Sunday, 27 August 2017

A Life in Books


I began reading grown-up books when I was twelve or thirteen and by grown-up I mean Agatha Christie, Erle Stanley Gardner and Edgar Wallace. I have been reading ever since. I do discard books but, once I have started, then I try to get to the end. Sometimes that’s hard and eventually unrewarding. I’m not a speed reader of any kind. I don’t skim and I do read footnotes. So if I had to guess how many books I have read, on average, every year then the figure won’t be very high. Not less than 100 and not more than 200, I guess – I’ve never kept lists so I can’t be sure.

Suppose we settle on 150 a year – three a week – then in fifty years that’s a mere 7 500 books, many of them of ephemeral interest, many of them textbooks, many of them not worth the effort expended. Since I am now seventy I should be calculating on fifty seven or fifty eight years. OK. The round figure still only goes to 8 000. If I am under-estimating wildly, then 10 000.

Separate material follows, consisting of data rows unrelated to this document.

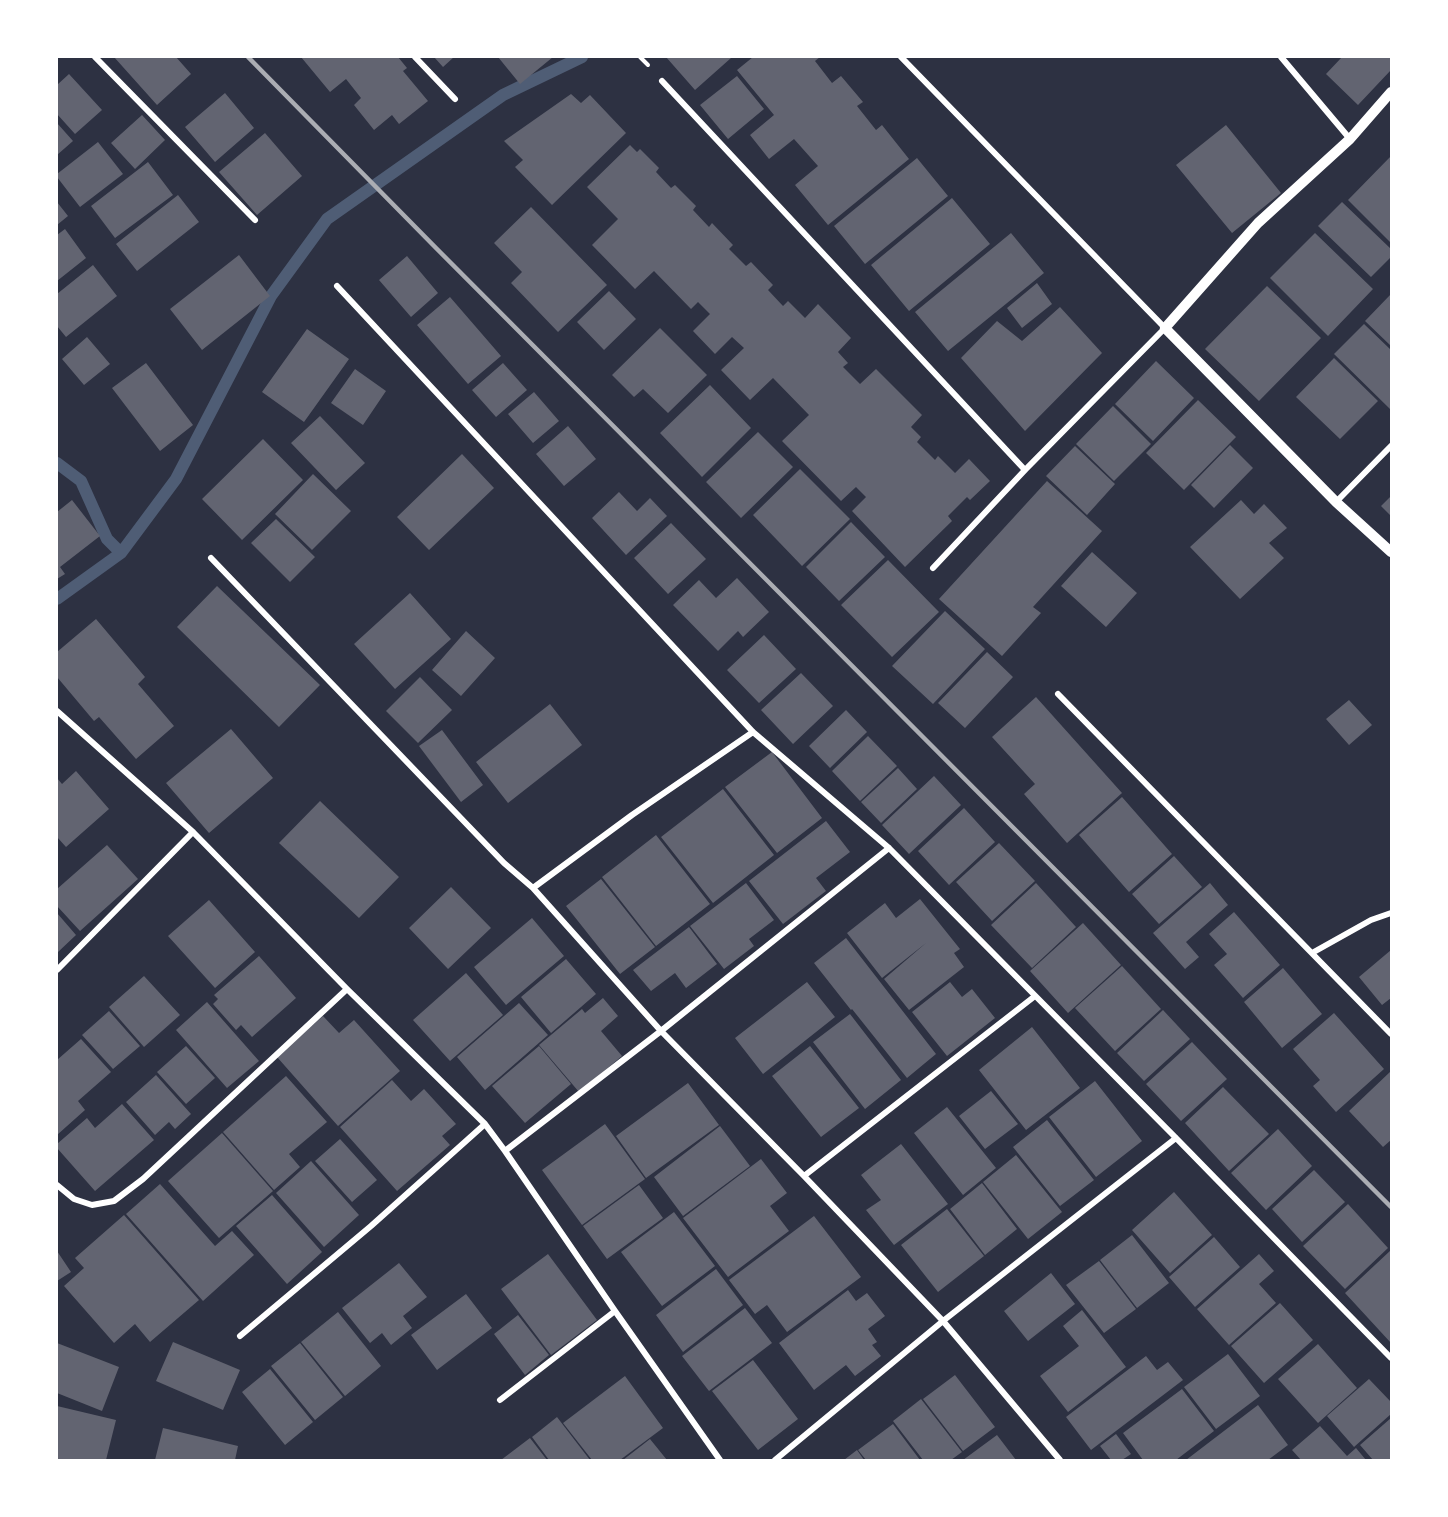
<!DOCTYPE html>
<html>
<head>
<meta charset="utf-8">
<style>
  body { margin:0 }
  #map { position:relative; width:1448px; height:1517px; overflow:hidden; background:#2d3142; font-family:"DejaVu Sans",sans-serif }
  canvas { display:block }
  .frame { position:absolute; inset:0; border:58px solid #fff; pointer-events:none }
</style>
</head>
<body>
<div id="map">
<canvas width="1448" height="1517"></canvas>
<div class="frame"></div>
</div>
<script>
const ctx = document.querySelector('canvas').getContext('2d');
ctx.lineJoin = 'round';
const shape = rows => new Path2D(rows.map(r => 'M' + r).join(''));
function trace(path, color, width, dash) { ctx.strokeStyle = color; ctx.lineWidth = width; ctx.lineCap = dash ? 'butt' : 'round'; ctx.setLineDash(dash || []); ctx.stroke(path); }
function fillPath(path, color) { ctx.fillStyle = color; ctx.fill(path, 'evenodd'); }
trace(shape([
  [57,463,81,481,107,539,121,553],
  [57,599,121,553,176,479,271,296,327,219,503,95,582,57]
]), '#4f5d75', 12);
fillPath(shape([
  [114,57,176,57,191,74,157,105],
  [301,57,398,57,407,68,403,71,428,101,399,124,392,115,374,130,354,105,361,98,346,79,330,92],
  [434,57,454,57,443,67],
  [498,57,553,57,520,84],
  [666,57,730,57,731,58,695,90],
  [753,57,820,57,815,61,832,83,841,76,863,102,857,106,876,130,882,125,909,159,828,225,795,185,818,166,794,139,769,159,750,135,774,115,737,70],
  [1342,57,1391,57,1391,70,1358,105,1326,74],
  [69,74,102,110,75,134,57,114,57,85],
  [737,76,764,109,728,139,700,105],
  [225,93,254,128,215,162,185,127],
  [571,94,581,103,590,95,626,133,552,205,515,167,523,160,504,141],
  [142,115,165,140,135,169,111,143],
  [57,123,73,141,57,155],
  [1226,125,1281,193,1232,233,1176,165],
  [265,133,302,176,257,215,219,172],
  [98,142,123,174,80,207,57,177,57,174],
  [630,145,637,152,640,149,659,168,656,172,671,188,675,185,696,206,693,210,709,227,712,223,733,245,729,249,746,266,751,262,773,285,768,290,783,306,788,301,805,318,818,304,851,338,838,352,848,363,843,367,860,384,876,369,922,415,911,427,921,437,917,442,935,460,938,456,955,473,969,459,990,481,970,500,967,497,948,516,952,521,905,567,852,511,866,497,856,487,841,501,782,441,809,415,773,378,750,400,721,370,744,348,732,337,715,354,693,331,710,314,698,302,691,309,654,271,635,289,592,245,618,219,587,187],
  [1391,156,1391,243,1348,200],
  [917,158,948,196,865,264,834,226],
  [148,162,173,195,115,238,91,206],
  [178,195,199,222,137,271,116,244],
  [952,198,990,244,909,311,871,265],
  [57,202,68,216,57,225],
  [1342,202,1391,249,1391,257,1371,277,1318,226],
  [531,207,607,285,558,332,511,283,522,272,494,243],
  [65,229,86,258,57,281,57,235],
  [1011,233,1044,273,948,351,915,312],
  [1315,233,1373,289,1328,336,1270,278],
  [239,255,270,296,202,350,170,309],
  [407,256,438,293,411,317,379,280],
  [93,265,117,296,66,337,57,326,57,294],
  [1037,283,1052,304,1022,328,1007,308],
  [1267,286,1321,338,1259,401,1205,349],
  [609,291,636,319,604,350,577,322],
  [1391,294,1391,346,1365,321],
  [450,297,501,356,468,384,417,325],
  [1060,307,1102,353,1025,431,961,358,997,321,1022,341],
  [1364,324,1391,350,1390,409,1334,354],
  [660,328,707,375,668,413,643,389,634,397,612,375],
  [307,329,349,359,304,422,262,392],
  [87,337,110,364,84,385,62,359],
  [1334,358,1378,401,1340,439,1296,397],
  [1156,361,1194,398,1153,441,1115,404],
  [146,363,193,425,160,451,112,388],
  [503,363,527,390,496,417,472,390],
  [355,369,386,391,363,425,331,403],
  [710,385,751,428,702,477,660,433],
  [534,392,559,421,533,443,508,414],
  [1198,400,1236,437,1184,490,1146,453],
  [1113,406,1151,444,1114,481,1076,444],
  [320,416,365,463,336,490,291,443],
  [568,426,596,459,564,486,536,454],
  [758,432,793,467,741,518,706,482],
  [263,439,303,480,242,540,202,499],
  [1230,445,1253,468,1214,508,1191,485],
  [1075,446,1115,484,1087,515,1046,476],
  [462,454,494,488,429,550,397,517],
  [800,469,850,519,802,566,753,515],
  [313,474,351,511,312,550,275,514],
  [1047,481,1102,531,1033,607,1041,613,1002,656,939,599],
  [619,492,637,511,650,498,667,516,626,555,592,518],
  [1391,496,1391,516,1381,506],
  [72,500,100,536,60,567,65,574,57,579,57,512],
  [1241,500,1254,514,1264,504,1287,528,1269,543,1284,558,1240,599,1190,547],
  [276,519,315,557,290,582,251,543],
  [851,522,885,557,839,601,806,567],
  [671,523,706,559,668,594,634,558],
  [1092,552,1137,593,1106,627,1061,586],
  [888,560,939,612,892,657,841,605],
  [737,578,769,612,743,637,738,631,718,651,673,605,699,580,716,598],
  [217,586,320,685,279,727,177,627],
  [410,593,451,639,395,689,354,644],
  [945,611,985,649,933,704,892,666],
  [96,619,145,677,138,684,174,726,136,759,99,717,94,721,57,677,57,652],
  [466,631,495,658,461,696,432,670],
  [764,635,796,669,759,703,727,670],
  [987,652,1013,677,965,728,938,703],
  [801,673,833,706,793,744,761,710],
  [420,677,452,710,418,743,386,711],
  [1036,697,1122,793,1067,843,1024,794,1035,784,992,737],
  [1349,700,1372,725,1349,745,1326,719],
  [550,704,582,745,508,803,476,762],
  [846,710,867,732,830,768,809,746],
  [231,729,273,778,209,833,166,783],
  [442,730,483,785,461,802,419,746],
  [868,736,897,766,860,801,832,771],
  [772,752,822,818,777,853,725,787],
  [898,768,917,789,881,823,861,802],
  [76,771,109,809,66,847,57,837,57,778,62,784],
  [934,776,961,805,909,854,882,825],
  [723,789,774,855,713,903,661,837],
  [1122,797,1172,854,1129,892,1079,835],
  [320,801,399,877,359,918,279,843],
  [964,808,995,842,949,885,918,851],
  [826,821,850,852,816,878,826,891,783,924,749,881],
  [656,835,710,904,656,946,602,877],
  [999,843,1035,881,992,921,956,882],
  [107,845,138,879,80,931,57,906,57,889],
  [1174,856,1202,887,1159,924,1132,894],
  [601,879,655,947,620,974,566,906],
  [746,883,774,920,749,939,754,946,724,969,690,926],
  [1036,883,1076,927,1032,968,991,925],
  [1210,883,1228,905,1186,942,1199,957,1185,969,1153,933],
  [451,887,491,928,448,969,409,928],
  [920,899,960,949,954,953,964,967,909,1010,884,979,926,943,882,978,847,933,885,903,896,918],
  [209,900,255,952,215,988,168,936],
  [1234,912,1280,965,1243,998,1214,965,1227,954,1209,934],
  [57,913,76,935,57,953],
  [532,918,564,956,506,1005,474,967],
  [1083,923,1121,965,1068,1013,1030,971],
  [689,927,717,964,686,988,675,973,651,991,633,970],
  [846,938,936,1054,907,1078,852,1009,851,1010,814,963],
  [1391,950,1391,998,1382,1005,1359,977],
  [259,956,296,998,252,1037,241,1025,236,1030,213,1004,218,999,214,995],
  [566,959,596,994,551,1033,521,997],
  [1122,966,1161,1009,1115,1051,1075,1008],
  [1283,968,1322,1014,1282,1048,1244,1002],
  [466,973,503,1015,450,1061,413,1020],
  [144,976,180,1015,144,1047,109,1007],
  [807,982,835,1017,763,1074,735,1038],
  [950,982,962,997,972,989,995,1018,947,1056,912,1012],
  [603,998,618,1016,601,1031,622,1056,579,1092,539,1045,582,1009,585,1013],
  [207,1002,259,1061,227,1088,176,1030],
  [519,1003,548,1035,485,1090,457,1057],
  [1163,1010,1190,1039,1144,1081,1117,1053],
  [109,1011,140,1046,113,1069,82,1035],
  [1334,1013,1384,1069,1336,1112,1313,1086,1320,1080,1293,1049],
  [850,1014,901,1080,865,1109,813,1042],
  [323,1016,339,1033,354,1020,400,1071,338,1126,277,1057],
  [1032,1027,1080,1088,1026,1130,979,1070],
  [81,1039,111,1072,78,1101,85,1110,57,1135,57,1060],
  [1192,1042,1227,1079,1181,1121,1146,1084],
  [186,1046,215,1078,186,1104,157,1072],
  [539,1046,571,1084,525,1123,492,1086],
  [810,1046,859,1108,821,1137,772,1076],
  [1391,1071,1391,1140,1383,1147,1349,1111],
  [156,1075,191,1114,175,1129,169,1122,155,1135,126,1102],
  [286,1076,327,1122,289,1154,300,1167,274,1190,223,1132],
  [392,1080,411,1101,424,1089,456,1124,442,1136,450,1145,397,1191,340,1127],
  [1095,1081,1142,1141,1096,1177,1049,1117],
  [688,1083,719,1125,646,1178,616,1136],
  [1223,1087,1269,1134,1229,1171,1185,1123],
  [991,1091,1018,1124,985,1149,959,1116],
  [122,1104,154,1140,95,1191,57,1148,57,1144,87,1118,95,1128],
  [947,1107,996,1168,963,1195,914,1133],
  [1047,1120,1094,1180,1060,1206,1013,1147],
  [605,1124,645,1179,582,1225,542,1170],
  [720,1126,750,1166,683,1216,654,1177],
  [1278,1129,1312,1166,1266,1210,1231,1173],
  [222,1133,273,1191,219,1238,168,1181],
  [340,1139,377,1180,352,1202,315,1161],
  [901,1144,948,1204,894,1245,866,1210,881,1200,861,1175],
  [1016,1155,1062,1212,1028,1239,983,1182],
  [761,1159,787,1193,770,1206,789,1231,728,1277,683,1218],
  [311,1161,359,1215,324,1247,276,1193],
  [1314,1170,1345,1202,1302,1242,1272,1209],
  [982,1183,1017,1229,985,1255,950,1209],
  [160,1184,215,1246,232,1231,254,1255,203,1301,126,1214],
  [639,1185,663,1218,607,1259,583,1226],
  [1174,1192,1212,1235,1170,1273,1132,1230],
  [272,1195,322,1252,287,1284,236,1226],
  [1348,1204,1388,1248,1345,1289,1303,1246],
  [947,1209,984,1256,938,1292,901,1245],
  [674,1212,715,1266,662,1306,621,1252],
  [124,1215,199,1300,150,1342,135,1324,114,1343,64,1286,84,1268,75,1258],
  [814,1216,861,1277,787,1332,767,1305,755,1314,729,1280],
  [1132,1235,1169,1283,1137,1308,1100,1260],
  [1214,1237,1240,1267,1195,1307,1169,1277],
  [1391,1250,1391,1343,1345,1293],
  [57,1251,71,1272,57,1281],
  [548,1254,597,1320,551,1355,501,1289],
  [1259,1254,1274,1271,1259,1284,1276,1303,1229,1345,1197,1309],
  [1099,1261,1136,1309,1104,1333,1066,1285],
  [399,1263,427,1297,403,1316,412,1328,391,1345,382,1333,370,1343,342,1308],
  [716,1269,743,1305,683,1352,656,1315],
  [1051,1273,1075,1304,1028,1341,1004,1311],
  [848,1290,856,1301,867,1293,885,1316,868,1329,877,1342,872,1345,881,1356,855,1376,846,1365,814,1390,779,1343],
  [466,1294,492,1328,437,1370,411,1335],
  [1280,1303,1313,1340,1264,1383,1231,1346],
  [745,1308,772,1343,709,1391,682,1356],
  [1082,1310,1126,1367,1068,1412,1040,1376,1079,1346,1063,1326],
  [338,1312,381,1366,345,1396,301,1342],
  [518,1315,549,1355,525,1375,494,1334],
  [173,1342,240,1370,223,1410,156,1381],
  [57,1343,119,1367,102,1411,57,1393],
  [300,1343,343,1397,315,1420,271,1366],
  [1318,1344,1357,1388,1318,1423,1278,1379],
  [1228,1354,1260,1396,1216,1429,1184,1387],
  [1146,1356,1157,1370,1168,1362,1183,1380,1091,1450,1066,1417],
  [753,1360,798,1419,758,1450,712,1391],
  [270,1369,313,1422,285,1445,242,1392],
  [955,1375,995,1427,963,1451,923,1399],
  [625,1376,663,1428,620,1460,592,1460,563,1423],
  [1369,1379,1391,1402,1391,1414,1354,1447,1327,1416],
  [1182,1389,1214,1431,1176,1460,1143,1460,1123,1433],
  [921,1399,962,1452,951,1460,923,1460,893,1421],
  [1258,1405,1288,1445,1268,1460,1186,1460],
  [57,1406,116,1420,106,1460,57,1460],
  [557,1417,590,1460,549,1460,532,1437],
  [1391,1418,1391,1460,1373,1460,1360,1445],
  [893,1424,920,1460,866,1460,858,1450],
  [1320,1426,1347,1456,1356,1448,1366,1460,1301,1460,1292,1450],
  [163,1428,238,1446,235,1460,155,1460],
  [1116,1434,1131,1454,1122,1460,1111,1460,1100,1446],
  [997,1435,1016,1460,963,1460],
  [530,1438,547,1460,501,1460],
  [650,1439,667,1460,623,1460],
  [857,1450,864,1460,844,1460]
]), '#626471');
trace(shape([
  [640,57,648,65]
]), '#fff', 4);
trace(shape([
  [95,57,255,220],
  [415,57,455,99],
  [901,57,1165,328,1025,470,933,568],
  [1281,57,1350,139],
  [662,81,1025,470],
  [337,286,753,732,889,848,1176,1138,1391,1358],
  [1336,502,1391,446],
  [211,558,504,863,533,888],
  [1058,694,1391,1034],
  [57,711,193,832,347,989,485,1124,505,1151,615,1311,720,1460],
  [753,732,632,815,533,888,661,1031,804,1176,943,1321,1060,1460],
  [1312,953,1371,920,1391,913],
  [57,970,193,832],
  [505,1151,661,1031,889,848],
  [804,1176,1035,996],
  [57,1185,74,1199,92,1205,114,1201,143,1179,347,989],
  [240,1336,371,1226,485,1124],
  [500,1400,615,1311],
  [775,1460,943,1321,1176,1138]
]), '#fff', 6);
trace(shape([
  [1391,92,1350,139,1258,223,1165,328,1336,502,1391,552]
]), '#fff', 10);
trace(shape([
  [248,57,437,249,1391,1207]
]), '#abadb3', 4.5);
</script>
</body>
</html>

They are very small numbers, aren’t they? And the number of books I have read more than once must be very small indeed, dominated by set texts read many times for teaching purposes. Things like J S Mill’s On Liberty.

It means that there are thousands of Should Read books that I have not read and maybe now I should try to make a List, prioritise as they say. After all, even if I read 150 books a year for another ten years, that’s only another 1 500. And there are books I would like to re-read, and some because I need to re-read them because I refer to them in something I am writing ( I just re-read John le CarrĂ©’s A Perfect Spy for that reason and that’s 680 pages in my edition).


Prioritise. But do I prioritise the unread short books or the unread long ones? And does a re-reading count as much as a new reading?